One of Shakespeare's beloved tragedies, OTHELLO is the story of an intelligent, powerful, well-spoken and generally well-liked General of the Venice armies-who happens to be black. His race is significant in so much as it is way for him to be alienated and made to be seen as 'the other' by those such as Iago who are attempting to manipulate those around him and turn them against each other. In turn, this allows Othello to feel a sense of insecurity that perhaps allows him to let in some other weak emotions such as jealousy as well. As Iago continues to manipulate those around him, the play creeps closer and closer to the ultimate tragedy of good people dying for no reason at all.

Julie Fox's unique stage design and Michael Walton's lighting design, allow the production to move swiftly from scene to scene as if it is rapidly approaching its tragic conclusion. Like a ship in the storm-which at one point, the stage does replicate, the production thrashes about in an effective and fascinating fashion, from one scene to the next where each character's personal weaknesses and trust in Iago are exploited, whilst the play is always moving rapidly forward towards its tragic and seemingly inevitable conclusion. Iago is the Skipper of this ill-fated ship; navigating his way throughout the chaotic waves of jealousy and prejudice that he, if not creates, then certainly fosters in Othello and others. Iago himself does not seem to know exactly what will be the outcome of his scheming, but whilst in the middle of it, he seems to have complete control. It is only at the end that Iago too, becomes a powerless victim to his own plot.

Graham Abbey portrays Iago with a sociopathic charm that almost has you routing for his twisted plot to work. The audience knows Iago better than any other character in the play does, and it begins to become easy to at least partially see the other characters through his eyes. Characters like Othello, Desdemona, and Cassio are likeable, but at the same time, there is a thrill in seeing everything unravel because of Iago's desire to do just that, for seemingly no reason other than to create chaos by playing puppet master.

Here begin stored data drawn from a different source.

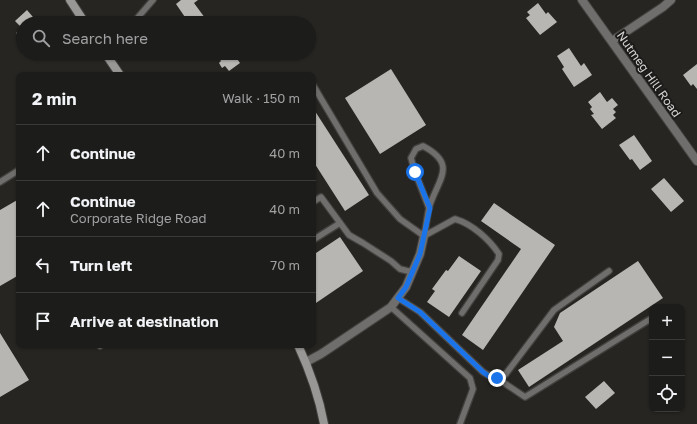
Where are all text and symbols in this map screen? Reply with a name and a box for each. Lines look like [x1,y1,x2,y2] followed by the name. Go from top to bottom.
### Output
[16,16,316,60] search box
[30,27,52,49] icon: search
[614,28,684,120] street label: Nutmeg Hill Road
[62,29,148,47] text: Search here
[32,88,76,109] text: 2 min
[222,90,300,106] text: Walk · 150 m
[32,142,54,164] icon: ahead
[70,144,136,162] text: Continue
[269,145,300,161] text: 40 m
[406,163,424,181] route start
[70,192,136,210] text: Continue
[32,198,54,220] icon: ahead
[269,201,300,217] text: 40 m
[70,210,207,226] text: Corporate Ridge Road
[32,254,54,276] icon: left
[70,256,132,274] text: Turn left
[270,257,300,273] text: 70 m
[649,304,685,412] map controls
[649,304,685,340] button: +
[32,310,54,332] icon: arrive
[70,312,219,330] text: Arrive at destination
[649,340,685,376] button: −
[488,369,506,387] route end
[649,376,685,412] button: locate

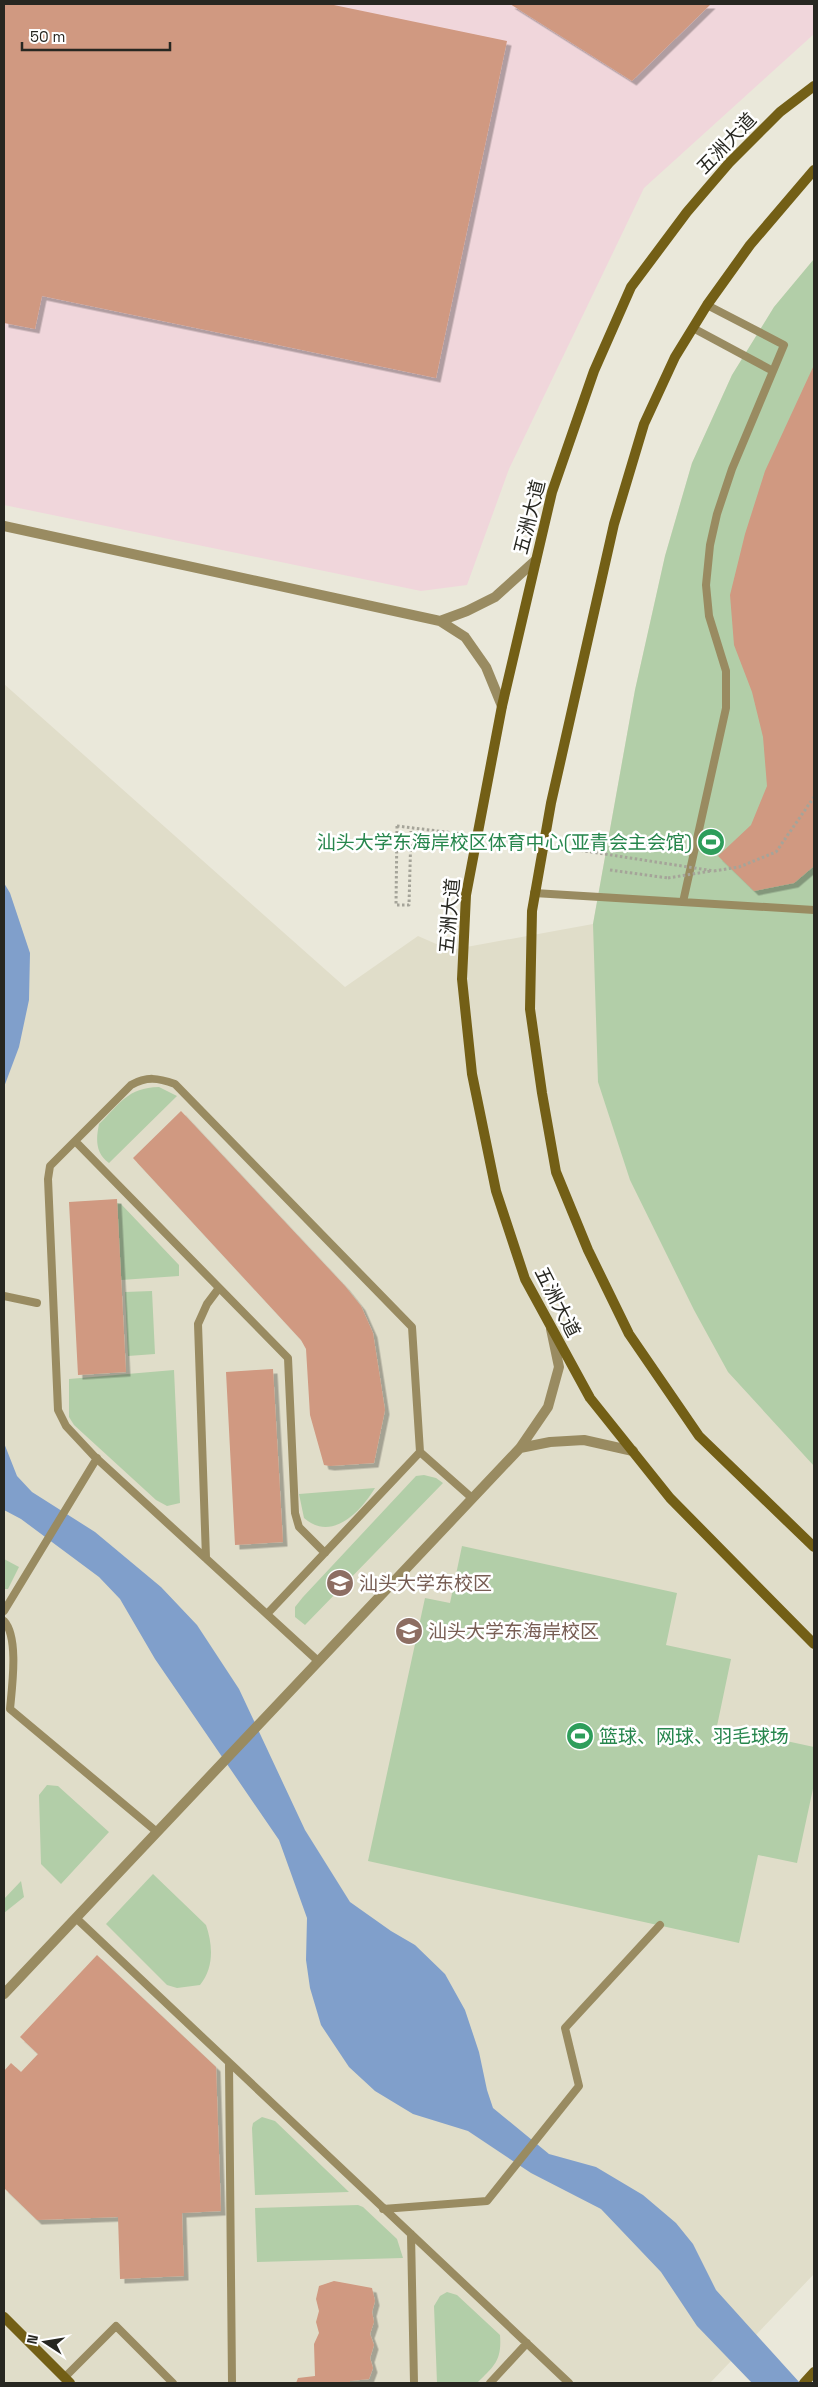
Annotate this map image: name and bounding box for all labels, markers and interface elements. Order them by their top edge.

As the titular character, Dion Johnstone brings a sense of passion, intelligence, strength, kindness, charm, and a fleeting vulnerability to Othello in the first act, and as the play progresses, that vulnerability becomes less fleeting and eventually turns into an irrational jealous rage that encompasses all of his other strengths, and in fact using them for an unintentional evil. Its Othello's passion, power, charm, and intelligence, that allow him to maintain Desdemona's trust and love even as he begins to scare her with his seemingly unfounded jealousy. This in turn leads to her demise. Mr. Johnstone's portrayal is truly magical. He can tell a story with his eyes, and can convey the passion and the torture he is feeling as doubt and jealousy begin to overtake him.

As the loyal, loving, and tragic Desdemona, Bethany Jillard provides a heartbreaking portrayal of a woman so in love that she is trying to be understanding and forgiving of her husband even in the end when he kills her. She seems to be as heartbroken as she is afraid by the way her beloved husband is looking at her in her final scene. Ms. Jillard provides a three-dimensional performance of Desdemona that does not simply limit the character to the role of "victim". She does not come off as simply being weak, and perhaps is the strongest person in the entire play as her attempts to understand and forgive never falter. These are feats must more challenging than using doubt and jealousy to manipulate, or using brute strength to kill.

The entire cast is great in this production. Brad Hodder is charismatic and tragic as Michael Cassio, the good-hearted Lieutenant to Othello whose problem with alcohol is utilized by Iago to have him stripped of his rank, furthering Iago's overall plot. The tragedy in Cassio is the demon that is his struggle with alcohol. The way that his situation continues to unravel and get out of his own control depicts how alcohol can do that in many people's lives-one does not even need an Iago for this to occur. This is another example of how Iago feeds on the human weaknesses of those around him.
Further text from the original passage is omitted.